Who Is Adi Shankaracharya
Adi Shankaracharya (c. 788–820 CE) was an Indian philosopher, theologian, and religious reformer who is widely regarded as the most influential systematizer of Advaita Vedanta—the nondual school of Hindu philosophy. Despite dying around the age of 32, he produced an extraordinary body of philosophical commentary, established four major monastic centers (mathas) across India that continue to operate today, and consolidated a philosophical vision that has shaped Indian thought for over a millennium.

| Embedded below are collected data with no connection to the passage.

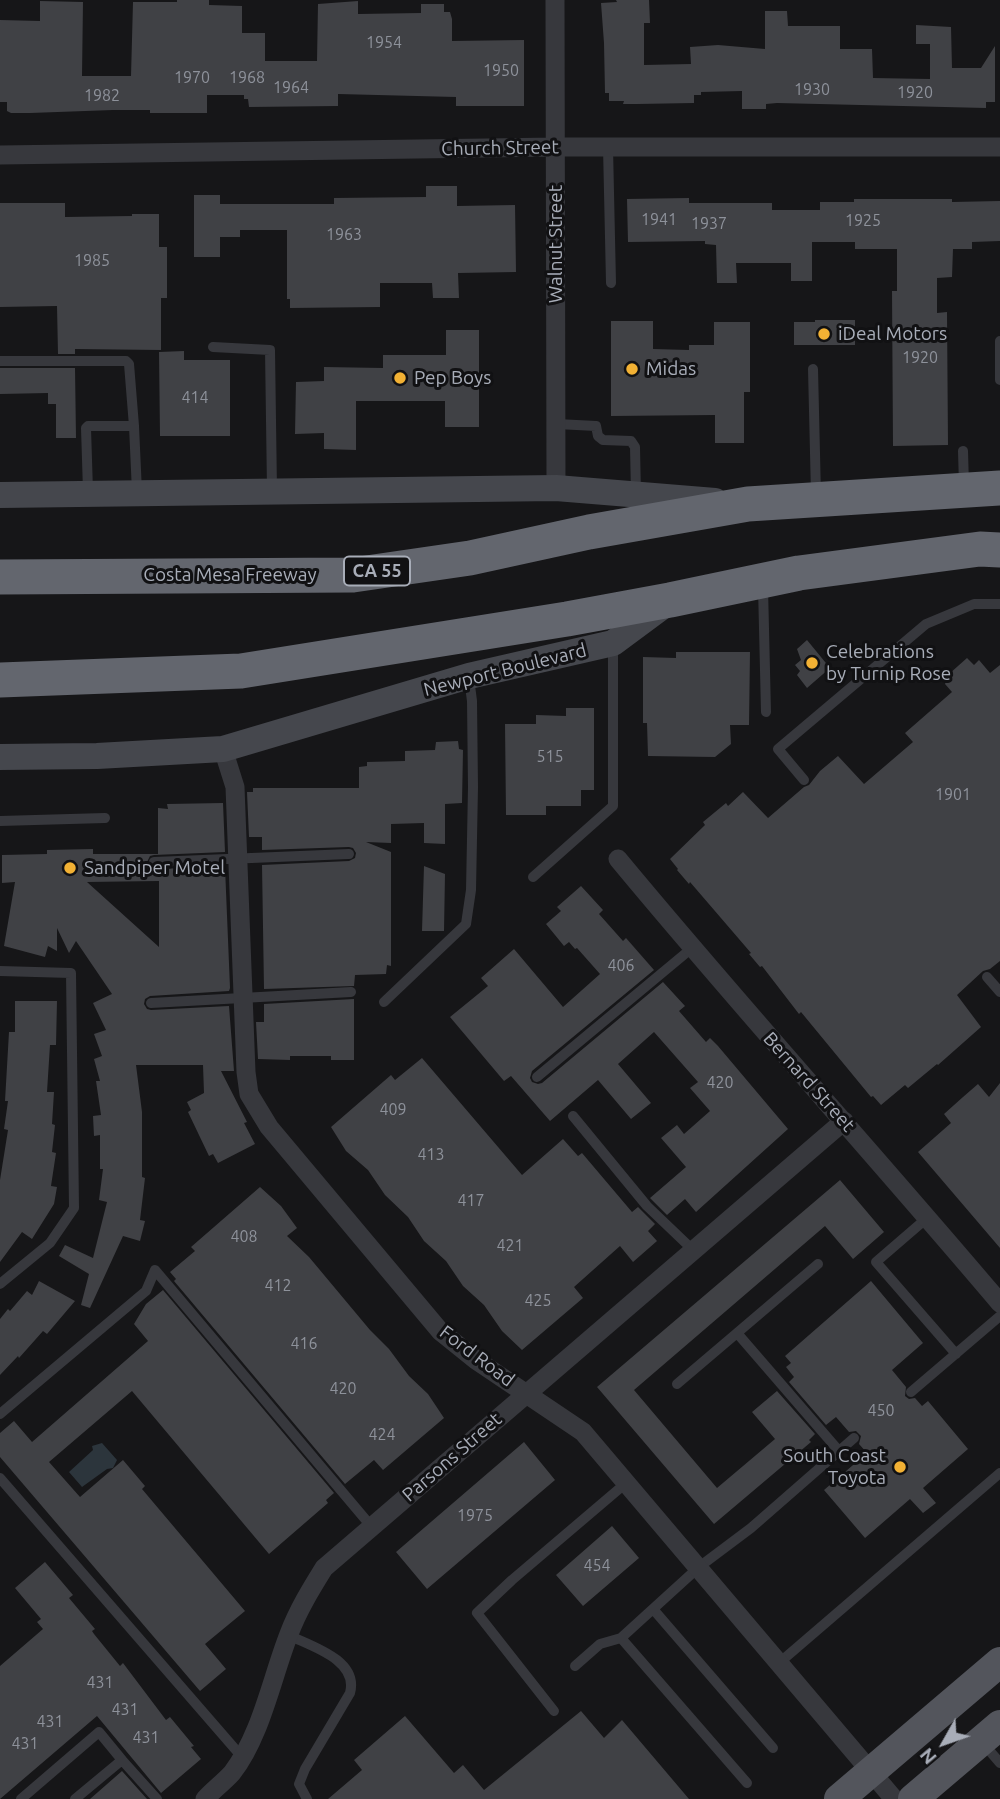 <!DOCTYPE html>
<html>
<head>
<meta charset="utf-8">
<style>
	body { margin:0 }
	#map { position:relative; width:1000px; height:1799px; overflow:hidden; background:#161618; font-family:Ubuntu,sans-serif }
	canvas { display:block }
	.north { position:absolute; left:909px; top:1708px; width:70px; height:70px; -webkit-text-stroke:5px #111113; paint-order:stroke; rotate:230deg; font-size:19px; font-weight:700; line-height:28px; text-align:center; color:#a8adb8 }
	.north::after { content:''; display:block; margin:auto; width:24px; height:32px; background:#a8adb8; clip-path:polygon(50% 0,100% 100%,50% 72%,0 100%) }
</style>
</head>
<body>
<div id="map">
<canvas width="1000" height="1799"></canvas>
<div class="north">N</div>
</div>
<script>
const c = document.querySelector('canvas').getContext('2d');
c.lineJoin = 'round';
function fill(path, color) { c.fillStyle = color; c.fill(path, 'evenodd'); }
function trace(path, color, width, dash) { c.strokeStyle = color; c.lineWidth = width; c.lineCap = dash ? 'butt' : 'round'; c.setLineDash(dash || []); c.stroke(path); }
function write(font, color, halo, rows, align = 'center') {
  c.font = font + ' Ubuntu,sans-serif'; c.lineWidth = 6; c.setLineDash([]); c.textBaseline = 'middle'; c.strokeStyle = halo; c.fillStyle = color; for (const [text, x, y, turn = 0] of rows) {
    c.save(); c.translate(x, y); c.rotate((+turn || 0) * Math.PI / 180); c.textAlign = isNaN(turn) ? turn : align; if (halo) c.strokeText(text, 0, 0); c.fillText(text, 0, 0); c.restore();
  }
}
const water = new Path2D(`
	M102 1443 117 1460 113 1468 107 1469 82 1487 69 1472 93 1450 92 1446Z`);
const building = new Path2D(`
	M177 0H209V5L242 6V33H265V61H317L318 4 358 1V14L421 13V4H444V12H450L452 19V41L524 40V106H456V97L338 94V106L249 107 248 99H244V95H207V113H150V110H113L30 113H11L7 111V102H0V20L40 21V1L83 2 82 76H131L133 2H177Z
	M616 0H649L650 23H644V65L691 64 690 47 718 45 765 49V11H787L788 26H840V49H872L873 78 930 79V44H916V25L951 27 952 68H981L995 46V102H986V108L777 103 766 104V109H742V91L701 92V95H694V103L637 104H623L624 101H609V93H605L604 43 601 3 617 2Z
	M426 186H457V206L515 205 516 272 458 273 459 298H433L432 283H380V307L290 308V299H287V230H240V237H220V257H194V195H220V204H334V198L426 197Z
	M689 198V203H772V210H820V202H854V199H952V202L1000 201V241L972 242V249H953L952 277 937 278V313L947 312 948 445 893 446 892 291H897V249H855V242H812V281H791V263H736L737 283H717L716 245 705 244V241L628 242 627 199Z
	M0 203H65V217L132 216V214H159V247H167V298H161V350L75 349V354H58L57 306 0 307Z
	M815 320H855V345H794V322H815Z
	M611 321H653V349L689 350V345H714V322H750V392H744V443H715V415L611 416Z
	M446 330H479V427H445V401H356V450L324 449V433L295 434 296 382 324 381V367L383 368V355H446Z
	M184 351V360H230V436H160L159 352Z
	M0 368H75L76 438H56V404H48V393L0 394Z
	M807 640 830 668 807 688 797 675 800 671 795 665 801 660 797 649Z
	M676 652H750L749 725H730L731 744 715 757 648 756 647 723H643V657L676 658Z
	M967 658 974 665 979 660 990 673 1000 665V961L990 969 983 971 957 995 981 1027 938 1065 937 1064 908 1088 905 1085 881 1105 873 1096 871 1097 801 1012 799 1014 762 966 760 967 749 954 751 953 690 882 689 884 677 870 678 869 670 859 705 825 703 822 726 803 728 806 743 792 768 818 804 787 809 785 820 771 838 756 864 784 913 742 905 733 952 692 945 684 949 674Z
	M566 708H594V790H581V806H546V815H506L505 724H536V715L566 716Z
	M458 741 459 749 463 750 462 803 445 804V844L424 843V823L391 824V843L366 842 391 852V966L387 965 386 974 355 975 354 986 264 989 262 865 349 861 355 858 356 853 353 848 349 847 262 850V837H249L247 792H253V788H359V767L367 766V762L405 761V751L435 750 436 742Z
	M223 803 225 852 154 855 150 856 147 862 148 867 154 869 225 867 230 988 229 991 150 996 145 999 144 1004 147 1009 151 1010 229 1006 234 1071H221L247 1122 244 1123 255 1144 218 1163 213 1154 209 1156 188 1112 191 1110 187 1102 204 1093 203 1065H136L142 1112V1177L145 1178 140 1220 145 1221 140 1241 123 1236 90 1308 81 1305 89 1274 59 1256 65 1245 93 1258 107 1202 99 1200 103 1169H100V1135L94 1136 93 1116 101 1115 96 1081H100L94 1059 102 1056 94 1034 106 1030 93 1003 112 994 76 941 69 953 57 928V951L48 946 45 957 4 946 15 882 2 883V855L47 854V850L93 849V854H158V808L168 809 167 804ZM159 881V947L87 882Z
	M424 866 445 874 444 931H422Z
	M581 886 603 910 599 914 623 941 626 938 654 970 532 1071 530 1078 532 1082 538 1084 542 1083 663 982 685 1006 679 1011 706 1042 710 1038 718 1046 788 1129 696 1212 685 1199 667 1215 650 1198 686 1167 661 1138 677 1125 684 1134 710 1111 690 1088 698 1082 654 1032 618 1064 651 1103 631 1119 598 1080 550 1121 511 1076 504 1081 450 1017 488 986 481 978 514 949 563 1007 600 974 577 948 575 949 569 942 564 946 546 924 561 911 557 907Z
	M354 999V1060H331V1056H290V1060L258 1059 256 1022H264V1004Z
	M15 1001H57L56 1045H50L47 1092H54L52 1124 55 1125 52 1152 56 1153 51 1186 57 1187 54 1204 32 1239 22 1232 0 1262V1180L8 1130 4 1129 8 1101H5L9 1032H15Z
	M422 1058 522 1175 563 1139 578 1156 582 1153 632 1212 638 1207 655 1224 648 1231 657 1241 633 1262 620 1246 574 1287 583 1298 522 1350 502 1331 484 1305 463 1286 446 1261 424 1241 408 1217 385 1195 368 1170 346 1151 331 1127 391 1075 395 1080Z
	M1000 1083V1248L918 1152 951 1123 944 1114 963 1097 978 1084 989 1097Z
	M840 1180 884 1232 853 1259 825 1226 634 1390 717 1488 775 1439 752 1412 777 1391 815 1434 809 1440 811 1442 714 1524 597 1387Z
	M260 1187 281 1206 297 1228 287 1236 309 1257 370 1330 389 1349 409 1376 428 1394 444 1418 383 1470 374 1460 345 1484 174 1281 176 1279 170 1272 195 1251 191 1247Z
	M39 1281 75 1301 47 1334 43 1331 19 1358 18 1356 0 1375V1319L8 1309 10 1311 27 1291 32 1295Z
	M871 1281 923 1343 892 1370 906 1387 905 1396 909 1399 915 1398 922 1406 928 1401 968 1449 923 1488 936 1503 923 1513 910 1499 865 1538 824 1490 867 1453 859 1444 861 1436 856 1431 849 1432 836 1417 826 1425 789 1382 794 1377 786 1367 791 1363 785 1356Z
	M163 1290 334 1493 326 1500 328 1503 269 1554 132 1391 49 1462 80 1497 123 1460 145 1486 142 1489 245 1611 205 1644 226 1669 200 1691 0 1457V1433L14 1421 32 1442 148 1341 134 1324 146 1304Z
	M524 1442 555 1480 427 1589 396 1552Z
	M612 1526 639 1558 583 1606 556 1575Z
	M45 1562 73 1595 69 1598 95 1629 92 1631 94 1634 120 1666 123 1663 166 1720 170 1717 194 1746 191 1747 201 1759 161 1793 97 1716 0 1799V1666L43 1629 37 1622 41 1619 15 1588Z
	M581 1711 604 1738 622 1720 689 1799H328L362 1770 354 1760 405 1716 454 1773 463 1765 484 1790Z
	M122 1771 147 1799H90Z`);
const lane = new Path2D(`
	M608 147 611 283
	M1000 341V380
	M213 347 270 350 272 490
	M0 361H126L129 364 134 426
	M813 369 816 495
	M557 424 596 426 598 436 603 440 631 441 635 447 636 494
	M963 451 964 485
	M88 491 86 428 88 426H134L137 492
	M763 587 766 712
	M804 780 778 749 926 624 974 604H1000
	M0 821 105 818
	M154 862 349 854
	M533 877 613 806V644
	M0 971 71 973 74 1208 50 1243 0 1284
	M987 977 1000 992
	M384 1002 466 924 471 890 473 787 472 701 469 678
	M151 1003 351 992
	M537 1077 692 948
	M573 1116 647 1206 693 1250
	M927 1218 876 1262 956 1354
	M737 1333 818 1264
	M677 1384 737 1333 839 1451
	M911 1392 1000 1316
	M0 1414 146 1291 155 1270 371 1526
	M0 1478 242 1757
	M653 1609 773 1748
	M288 1635C311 1646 359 1660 350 1693L305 1769 299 1784 307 1799
	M779 1663 1000 1473
	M575 1666 600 1644 621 1638
	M554 1711 477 1613 512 1580 626 1483
	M982 1742 1000 1763
	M747 1783 621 1638 699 1567 751 1528 854 1438
	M21 1799 99 1732 122 1760
	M75 1799 122 1760 157 1799`);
const street = new Path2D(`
	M555 0 556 488
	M0 155 556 147H1000
	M223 749 235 787 246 1072 249 1094 269 1127 440 1331 476 1360 583 1432 894 1799
	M618 859C743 1010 874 1154 1000 1303
	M205 1799C213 1790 224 1782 232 1773 261 1736 272 1677 289 1634 298 1610 311 1589 324 1568L844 1121`);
const secondary = new Path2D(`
	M0 495 556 488 715 501
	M0 757 97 756 223 749 469 676 613 643 667 603`);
const primary = new Path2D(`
	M839 1799 1000 1662
	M913 1799 1000 1725`);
const highway = new Path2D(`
	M0 577 353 575 470 558 589 532 748 504 1000 488
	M0 680 241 671 567 619 670 600 799 573 980 549 1000 550`);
const markers = [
	[824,334,7,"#f2b134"],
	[632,369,7,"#f2b134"],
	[400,378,7,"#f2b134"],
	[812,663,7,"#f2b134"],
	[70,868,7,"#f2b134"],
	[900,1467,7,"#f2b134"]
];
const numberNames = [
	["1954",384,43],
	["1950",501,71],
	["1970",192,78],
	["1968",247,78],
	["1964",291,88],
	["1930",812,90],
	["1920",915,93],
	["1982",102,96],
	["1941",659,220],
	["1925",863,221],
	["1937",709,224],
	["1963",344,235],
	["1985",92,261],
	["1920",920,358],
	["414",195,398],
	["515",550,757],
	["1901",953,795],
	["406",621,966],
	["420",720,1083],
	["409",393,1110],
	["413",431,1155],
	["417",471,1201],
	["408",244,1237],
	["421",510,1246],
	["412",278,1286],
	["425",538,1301],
	["416",304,1344],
	["420",343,1389],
	["450",881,1411],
	["424",382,1435],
	["1975",475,1516],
	["454",597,1566],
	["431",100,1683],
	["431",125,1710],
	["431",50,1722],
	["431",146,1738],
	["431",25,1744]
];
const shields = [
	[377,571,66]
];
const shieldNames = [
	["CA 55",377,571]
];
const streetNames = [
	["Church Street",500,148,-1],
	["Walnut Street",556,244,-90],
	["Costa Mesa Freeway",230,575],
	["Newport Boulevard",505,670,-14],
	["Bernard Street",809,1082,48],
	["Ford Road",477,1356,37],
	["Parsons Street",452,1457,-41]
];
const poiNames = [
	["iDeal Motors",838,334],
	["Midas",646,369],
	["Pep Boys",414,378],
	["Celebrations",826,652],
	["by Turnip Rose",826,674],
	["Sandpiper Motel",84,868],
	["South Coast",886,1456,"right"],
	["Toyota",886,1478,"right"]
];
fill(water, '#2c353c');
fill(building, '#404145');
trace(lane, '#37383d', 10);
trace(street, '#37383d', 19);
trace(secondary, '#45474d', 26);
trace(primary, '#53555c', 30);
trace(highway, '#63666e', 35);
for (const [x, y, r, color] of markers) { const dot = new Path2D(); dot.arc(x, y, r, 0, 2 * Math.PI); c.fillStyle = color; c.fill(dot); trace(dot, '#111113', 2.5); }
write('16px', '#8e929b', null, numberNames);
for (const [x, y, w] of shields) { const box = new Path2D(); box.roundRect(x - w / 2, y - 14.5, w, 29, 5); c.fillStyle = '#111113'; c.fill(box); trace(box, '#a8adb8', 2); }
write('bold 18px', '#a8adb8', null, shieldNames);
write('19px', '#a8adb8', '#111113', streetNames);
write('19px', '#a8adb8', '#111113', poiNames, 'left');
</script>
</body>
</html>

His relevance to IMHU's mission lies in the radical simplicity and psychological depth of his central claim: that the individual self (Atman) and ultimate reality (Brahman) are identical, and that the experience of separation—between self and world, self and other, self and the divine—is a fundamental misperception (maya/avidya). This framework provides one of the most coherent philosophical accounts of what mystics across traditions report: the dissolution of boundaries, the experience of unity, and the recognition that one's deepest identity is consciousness itself. For clinicians working with clients who report such experiences, Shankara's system offers a rigorous intellectual context that can help distinguish transformative insight from pathological dissociation.
Core Concepts
- Advaita (nonduality): Shankara's foundational teaching is that there is ultimately only one reality—Brahman—which is pure consciousness, infinite, and without qualities. Everything that appears as separate, multiple, or material is a superimposition on this single reality, much as a rope mistaken for a snake in dim light. The snake is never real; only the rope is. This isn't metaphor for Shankara—it's the literal structure of reality. The practical implication is that the suffering caused by feeling separate, isolated, or fundamentally alone is based on a misunderstanding that can, in principle, be corrected.
- Maya and avidya (illusion and ignorance): Maya is the cosmic principle that makes the one appear as many; avidya is the individual ignorance that makes you believe you are a separate, limited self. Shankara doesn't deny that the world appears—he denies that it has independent, ultimate reality. This distinction matters clinically: many people in spiritual crisis report that "the world feels unreal" or "I don't know who I am anymore." Shankara's framework suggests these experiences may represent the beginning of genuine insight rather than the onset of depersonalization disorder—though careful discernment is needed.
- The three states of consciousness: Shankara analyzed waking, dreaming, and deep sleep as evidence for his position. In deep sleep, the individual self disappears entirely, yet something persists—a witness awareness that is present in all three states but identified with none of them. This "fourth" state (turiya) is what you actually are. This analysis anticipates modern consciousness research questions about the relationship between awareness and its contents.
- Neti neti ("not this, not this"): The classical Vedantic method of self-inquiry: systematically recognizing that you are not your body, not your thoughts, not your emotions, not your roles—until what remains is pure awareness itself. This practice maps remarkably well onto certain meditation techniques and therapeutic approaches that help clients dis-identify from limiting self-concepts.
- Jnana yoga (the path of knowledge): While Shankara acknowledged devotional and action-based paths, he argued that only direct knowledge (jnana)—the immediate recognition of one's identity with Brahman—leads to final liberation. This isn't intellectual knowledge but a radical shift in the way reality is perceived, closer to what contemporary researchers call a "mystical experience" or "ego dissolution."
Essential Writings
- Vivekachudamani (Crest-Jewel of Discrimination): The most accessible introduction to Shankara's thought. A dialogue between a teacher and student that walks through the entire Advaita path from initial disillusionment to final realization. Best use: the place to start if you want to understand nondual philosophy from its most rigorous Hindu source.
- Atma Bodha (Self-Knowledge): A short, concentrated text of 68 verses laying out the core teaching: you are not the body-mind complex; you are the awareness in which all experience appears. Best use: a meditation companion—each verse is dense enough to contemplate for days.
- Upadeshasahasri (A Thousand Teachings): Shankara's most important original work (as distinct from his commentaries), containing both prose and verse sections on the method of teaching Advaita. Best use: for those who want to understand how Shankara actually transmitted his insights, not just what the insights were.
- Commentaries on the Brahma Sutras, Upanishads, and Bhagavad Gita: The scholarly foundation of the Advaita tradition. Shankara's commentaries on these three texts (the "triple canon" or prasthanatraya) established the philosophical arguments that subsequent Advaita teachers have built upon for centuries. Best use: for serious students who want the full philosophical architecture.